As a basis for the distinction suggested, it is urged that we should adopt by analogy the argument used by the Supreme Court with regard to appeals and reviews' by writ of error as provided for by various statutes as they existed in 1936 or prior thereto. See, Jarrell v. Farmers’ & Merchants’ State Bond Bank, 128 Tex. 332, 99 S.W.2d 281. Even if the analogy were tenable, we would not be inclined to distort a plainly stated procedural rule in order to conform to a pattern of verbal expression set forth some eighteen years ago in a case involving writ of error proceedings under statutes which have been substantially amended and changed. However, we do not have here a choice of two entirely different procedures, like those of appeal and writ of' error- as in the case above cited. An appeal from a judgment alone is involved and the question is whether to compute the time for filing the record in this Court from the date of the judgment or the date of overruling the motion for new trial.

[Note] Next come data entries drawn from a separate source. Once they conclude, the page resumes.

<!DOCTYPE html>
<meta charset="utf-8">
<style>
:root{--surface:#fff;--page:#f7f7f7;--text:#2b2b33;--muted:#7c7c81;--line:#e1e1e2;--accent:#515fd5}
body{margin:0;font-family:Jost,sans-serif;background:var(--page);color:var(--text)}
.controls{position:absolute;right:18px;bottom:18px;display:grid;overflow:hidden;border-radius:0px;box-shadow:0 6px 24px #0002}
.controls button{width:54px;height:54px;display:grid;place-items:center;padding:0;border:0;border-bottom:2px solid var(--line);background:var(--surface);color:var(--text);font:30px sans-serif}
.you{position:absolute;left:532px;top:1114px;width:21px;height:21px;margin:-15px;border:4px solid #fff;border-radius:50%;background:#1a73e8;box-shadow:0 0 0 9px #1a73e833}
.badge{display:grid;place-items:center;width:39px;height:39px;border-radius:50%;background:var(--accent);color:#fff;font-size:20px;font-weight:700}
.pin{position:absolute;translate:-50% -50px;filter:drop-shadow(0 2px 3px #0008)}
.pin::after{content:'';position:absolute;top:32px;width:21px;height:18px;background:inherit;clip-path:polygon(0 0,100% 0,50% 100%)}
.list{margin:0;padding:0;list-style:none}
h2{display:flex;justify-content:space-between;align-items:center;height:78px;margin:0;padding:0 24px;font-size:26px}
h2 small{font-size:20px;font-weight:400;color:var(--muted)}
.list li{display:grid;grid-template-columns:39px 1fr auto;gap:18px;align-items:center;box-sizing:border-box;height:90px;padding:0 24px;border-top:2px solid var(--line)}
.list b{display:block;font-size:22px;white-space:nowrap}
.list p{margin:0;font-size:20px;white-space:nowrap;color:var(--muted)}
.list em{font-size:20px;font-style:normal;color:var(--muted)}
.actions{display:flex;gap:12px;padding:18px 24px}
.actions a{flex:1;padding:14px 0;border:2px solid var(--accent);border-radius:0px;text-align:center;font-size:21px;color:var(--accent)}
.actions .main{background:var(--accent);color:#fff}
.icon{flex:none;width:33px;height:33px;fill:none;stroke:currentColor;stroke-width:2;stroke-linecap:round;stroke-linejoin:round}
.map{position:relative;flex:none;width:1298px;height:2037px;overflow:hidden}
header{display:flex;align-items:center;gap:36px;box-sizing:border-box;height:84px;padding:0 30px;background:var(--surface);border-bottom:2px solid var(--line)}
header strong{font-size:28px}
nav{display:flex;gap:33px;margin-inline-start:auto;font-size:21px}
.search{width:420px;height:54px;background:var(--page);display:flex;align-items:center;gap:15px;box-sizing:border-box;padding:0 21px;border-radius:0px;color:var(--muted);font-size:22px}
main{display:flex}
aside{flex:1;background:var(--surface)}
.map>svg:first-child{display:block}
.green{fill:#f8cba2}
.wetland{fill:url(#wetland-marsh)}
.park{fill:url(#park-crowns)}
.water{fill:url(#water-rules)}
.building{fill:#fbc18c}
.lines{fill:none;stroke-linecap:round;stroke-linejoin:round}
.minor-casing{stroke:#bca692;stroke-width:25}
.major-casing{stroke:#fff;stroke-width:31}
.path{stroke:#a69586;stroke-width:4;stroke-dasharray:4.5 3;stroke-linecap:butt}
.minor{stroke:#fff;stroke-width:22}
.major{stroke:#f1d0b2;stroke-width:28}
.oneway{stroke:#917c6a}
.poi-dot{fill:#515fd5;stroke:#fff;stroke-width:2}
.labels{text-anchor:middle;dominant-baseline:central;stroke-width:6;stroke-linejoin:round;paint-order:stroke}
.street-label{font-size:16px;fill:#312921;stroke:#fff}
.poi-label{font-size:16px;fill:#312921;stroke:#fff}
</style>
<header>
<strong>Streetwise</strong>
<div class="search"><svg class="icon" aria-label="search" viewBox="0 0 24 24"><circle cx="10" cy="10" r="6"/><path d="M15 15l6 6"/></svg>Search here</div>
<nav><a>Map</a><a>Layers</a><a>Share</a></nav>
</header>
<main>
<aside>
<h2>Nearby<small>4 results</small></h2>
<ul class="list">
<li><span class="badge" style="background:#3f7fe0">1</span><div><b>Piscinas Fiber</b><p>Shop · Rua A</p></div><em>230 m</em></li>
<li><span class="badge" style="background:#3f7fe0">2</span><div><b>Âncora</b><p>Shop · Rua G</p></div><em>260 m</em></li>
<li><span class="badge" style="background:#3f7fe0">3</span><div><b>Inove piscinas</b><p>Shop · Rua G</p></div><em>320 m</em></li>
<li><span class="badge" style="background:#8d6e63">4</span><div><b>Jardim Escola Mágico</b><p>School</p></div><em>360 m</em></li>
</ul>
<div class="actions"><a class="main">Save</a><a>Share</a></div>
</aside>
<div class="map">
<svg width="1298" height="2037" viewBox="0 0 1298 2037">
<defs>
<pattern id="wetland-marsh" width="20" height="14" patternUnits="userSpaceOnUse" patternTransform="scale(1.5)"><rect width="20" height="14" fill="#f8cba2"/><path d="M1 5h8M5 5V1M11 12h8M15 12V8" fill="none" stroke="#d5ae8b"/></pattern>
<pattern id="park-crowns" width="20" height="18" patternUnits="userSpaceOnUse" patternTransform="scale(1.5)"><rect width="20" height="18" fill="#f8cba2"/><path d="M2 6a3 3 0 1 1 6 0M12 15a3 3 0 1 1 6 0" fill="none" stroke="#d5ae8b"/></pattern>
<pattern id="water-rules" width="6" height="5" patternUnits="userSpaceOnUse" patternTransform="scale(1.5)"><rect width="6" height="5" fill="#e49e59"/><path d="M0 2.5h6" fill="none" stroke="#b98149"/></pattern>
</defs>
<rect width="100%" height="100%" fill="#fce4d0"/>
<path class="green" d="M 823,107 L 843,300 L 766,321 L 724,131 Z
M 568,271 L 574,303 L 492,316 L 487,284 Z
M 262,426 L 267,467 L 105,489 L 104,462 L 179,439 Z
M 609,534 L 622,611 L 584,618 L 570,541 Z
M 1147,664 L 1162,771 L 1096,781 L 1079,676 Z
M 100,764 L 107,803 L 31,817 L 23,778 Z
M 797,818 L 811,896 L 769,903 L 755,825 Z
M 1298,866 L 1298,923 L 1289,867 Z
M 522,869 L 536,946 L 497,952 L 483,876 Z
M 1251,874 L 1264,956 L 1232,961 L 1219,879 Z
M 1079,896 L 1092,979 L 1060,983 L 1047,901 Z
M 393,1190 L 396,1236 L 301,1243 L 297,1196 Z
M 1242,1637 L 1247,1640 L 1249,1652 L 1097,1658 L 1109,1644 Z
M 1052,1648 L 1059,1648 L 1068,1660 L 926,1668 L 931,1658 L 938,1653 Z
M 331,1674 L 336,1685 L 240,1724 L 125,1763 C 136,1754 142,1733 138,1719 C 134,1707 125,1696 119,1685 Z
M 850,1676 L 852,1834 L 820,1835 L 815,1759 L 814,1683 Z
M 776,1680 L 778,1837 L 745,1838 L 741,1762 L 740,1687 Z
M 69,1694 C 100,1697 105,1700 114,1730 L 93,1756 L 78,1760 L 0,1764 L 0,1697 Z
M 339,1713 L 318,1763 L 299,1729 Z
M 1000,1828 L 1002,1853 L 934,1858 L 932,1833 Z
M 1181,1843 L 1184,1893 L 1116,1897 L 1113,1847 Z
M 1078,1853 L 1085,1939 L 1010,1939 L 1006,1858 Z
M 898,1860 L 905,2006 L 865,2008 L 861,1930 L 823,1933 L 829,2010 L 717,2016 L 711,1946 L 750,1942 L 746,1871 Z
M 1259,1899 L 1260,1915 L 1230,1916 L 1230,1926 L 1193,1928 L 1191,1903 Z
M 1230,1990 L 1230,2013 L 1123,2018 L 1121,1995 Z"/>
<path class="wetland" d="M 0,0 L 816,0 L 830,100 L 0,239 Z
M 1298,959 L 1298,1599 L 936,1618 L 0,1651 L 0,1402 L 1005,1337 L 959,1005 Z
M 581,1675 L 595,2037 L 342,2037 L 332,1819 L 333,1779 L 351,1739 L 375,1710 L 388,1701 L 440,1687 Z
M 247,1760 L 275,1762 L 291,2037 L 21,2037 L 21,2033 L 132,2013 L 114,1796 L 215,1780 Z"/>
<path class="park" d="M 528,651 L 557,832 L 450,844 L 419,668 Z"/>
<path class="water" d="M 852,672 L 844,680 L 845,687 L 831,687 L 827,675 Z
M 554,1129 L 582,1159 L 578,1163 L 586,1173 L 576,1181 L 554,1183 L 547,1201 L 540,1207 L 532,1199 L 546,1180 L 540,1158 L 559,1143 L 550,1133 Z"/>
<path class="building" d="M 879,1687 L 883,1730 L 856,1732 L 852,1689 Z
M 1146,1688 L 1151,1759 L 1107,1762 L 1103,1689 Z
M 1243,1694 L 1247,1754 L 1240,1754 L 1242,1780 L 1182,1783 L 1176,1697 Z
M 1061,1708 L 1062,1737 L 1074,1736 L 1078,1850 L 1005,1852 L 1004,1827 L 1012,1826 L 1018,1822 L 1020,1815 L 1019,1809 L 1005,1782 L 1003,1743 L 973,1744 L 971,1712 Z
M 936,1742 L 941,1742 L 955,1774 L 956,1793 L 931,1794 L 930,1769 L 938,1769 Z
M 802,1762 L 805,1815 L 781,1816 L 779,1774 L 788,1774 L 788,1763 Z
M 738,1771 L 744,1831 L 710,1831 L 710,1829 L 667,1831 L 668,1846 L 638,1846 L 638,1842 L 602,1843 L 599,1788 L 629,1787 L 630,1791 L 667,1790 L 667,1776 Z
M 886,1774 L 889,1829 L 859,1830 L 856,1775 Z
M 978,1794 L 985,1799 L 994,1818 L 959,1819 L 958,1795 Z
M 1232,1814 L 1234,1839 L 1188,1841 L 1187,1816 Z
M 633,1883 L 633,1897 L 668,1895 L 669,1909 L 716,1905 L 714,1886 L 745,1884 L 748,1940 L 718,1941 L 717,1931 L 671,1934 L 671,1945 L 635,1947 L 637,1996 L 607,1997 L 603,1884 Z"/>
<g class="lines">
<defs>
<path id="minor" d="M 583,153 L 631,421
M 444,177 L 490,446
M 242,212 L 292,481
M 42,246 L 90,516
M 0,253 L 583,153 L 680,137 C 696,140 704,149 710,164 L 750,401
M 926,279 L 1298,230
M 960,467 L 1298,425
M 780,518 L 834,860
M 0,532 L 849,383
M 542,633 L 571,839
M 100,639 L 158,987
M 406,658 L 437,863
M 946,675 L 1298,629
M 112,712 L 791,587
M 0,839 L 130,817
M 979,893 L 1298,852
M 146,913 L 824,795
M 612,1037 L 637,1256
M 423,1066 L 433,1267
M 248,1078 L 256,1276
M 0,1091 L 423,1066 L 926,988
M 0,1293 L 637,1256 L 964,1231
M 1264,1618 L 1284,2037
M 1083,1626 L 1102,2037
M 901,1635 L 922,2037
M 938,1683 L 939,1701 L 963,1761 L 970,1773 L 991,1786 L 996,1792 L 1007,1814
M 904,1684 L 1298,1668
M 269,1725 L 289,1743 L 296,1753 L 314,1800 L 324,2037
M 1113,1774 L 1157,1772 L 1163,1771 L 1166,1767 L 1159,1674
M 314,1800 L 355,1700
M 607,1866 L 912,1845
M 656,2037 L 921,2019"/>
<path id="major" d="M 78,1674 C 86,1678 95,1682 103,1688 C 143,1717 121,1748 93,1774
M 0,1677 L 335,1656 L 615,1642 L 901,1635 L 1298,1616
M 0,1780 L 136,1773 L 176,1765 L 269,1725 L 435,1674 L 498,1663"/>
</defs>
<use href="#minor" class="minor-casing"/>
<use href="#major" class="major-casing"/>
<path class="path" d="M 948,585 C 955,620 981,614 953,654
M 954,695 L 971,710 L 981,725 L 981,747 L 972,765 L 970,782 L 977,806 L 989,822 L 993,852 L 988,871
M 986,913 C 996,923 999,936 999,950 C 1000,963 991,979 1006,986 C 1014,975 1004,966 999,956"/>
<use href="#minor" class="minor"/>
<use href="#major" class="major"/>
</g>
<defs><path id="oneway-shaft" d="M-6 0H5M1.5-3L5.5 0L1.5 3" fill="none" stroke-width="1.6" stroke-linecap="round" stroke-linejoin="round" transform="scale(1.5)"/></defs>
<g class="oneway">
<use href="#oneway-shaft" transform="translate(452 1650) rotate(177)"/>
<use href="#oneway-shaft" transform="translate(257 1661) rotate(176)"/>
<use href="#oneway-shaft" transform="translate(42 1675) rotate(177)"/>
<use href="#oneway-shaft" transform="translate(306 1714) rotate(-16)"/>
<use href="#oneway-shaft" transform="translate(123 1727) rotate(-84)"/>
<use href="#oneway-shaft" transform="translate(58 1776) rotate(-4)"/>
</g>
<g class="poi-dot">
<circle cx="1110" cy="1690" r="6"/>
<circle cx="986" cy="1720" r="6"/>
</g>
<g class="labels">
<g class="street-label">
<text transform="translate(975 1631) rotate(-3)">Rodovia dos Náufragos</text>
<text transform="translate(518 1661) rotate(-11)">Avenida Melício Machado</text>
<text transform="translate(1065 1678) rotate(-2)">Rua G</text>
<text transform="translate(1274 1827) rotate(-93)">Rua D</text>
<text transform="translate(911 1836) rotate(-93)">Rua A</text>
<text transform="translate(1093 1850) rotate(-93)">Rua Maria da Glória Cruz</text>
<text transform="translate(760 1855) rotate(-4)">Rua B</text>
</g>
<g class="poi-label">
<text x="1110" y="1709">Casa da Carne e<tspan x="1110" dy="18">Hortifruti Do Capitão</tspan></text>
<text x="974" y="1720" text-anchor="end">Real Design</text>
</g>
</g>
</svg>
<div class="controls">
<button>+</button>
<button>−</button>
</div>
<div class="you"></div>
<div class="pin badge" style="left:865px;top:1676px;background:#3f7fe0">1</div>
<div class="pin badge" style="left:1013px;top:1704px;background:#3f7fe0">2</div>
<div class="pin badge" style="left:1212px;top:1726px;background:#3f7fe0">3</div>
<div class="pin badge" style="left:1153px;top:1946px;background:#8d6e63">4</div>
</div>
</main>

■This is made abundantly clear by the statement of Mr. Justice Smedley, speaking for the Supreme Court in Neeley v. Tarrant County, 132 Tex. 357, 124 S.W.2d 101, 105, which we quote:

“The argument, that the appeal was prosecuted from the judgment and not from the order overruling the motion for new trial and that, therefore, the bond was filed too late, assumes that, when a motion for new trial is filed and overruled, an appeal thereafter taken by filing an appeal bond, describing the order as well as the judgment, is an appeal from the order. The appeal in such case is an appeal from the judgment. The appellants’ purpose in so appealing is to avoid the effect of the judgment which has been rendered against him. The filing of 'the motion for new trial and the order overruling it are steps in the accomplishment of that purpose. The appeal is after but not from the order overruling the motion.” ....

There is nothing particulary magical or lethal in the phrase, “perfection of appeal.” Whether time for filing the transcript be computed from the date of judgment or date of order overruling motion for new trial, it is difficult from a practical standpoint to see how the jurisdiction of this Court is seriously trenched upon. Consideration of motions for new trial by a trial court after appeal proceedings have commenced is no novelty. We held in Cude v.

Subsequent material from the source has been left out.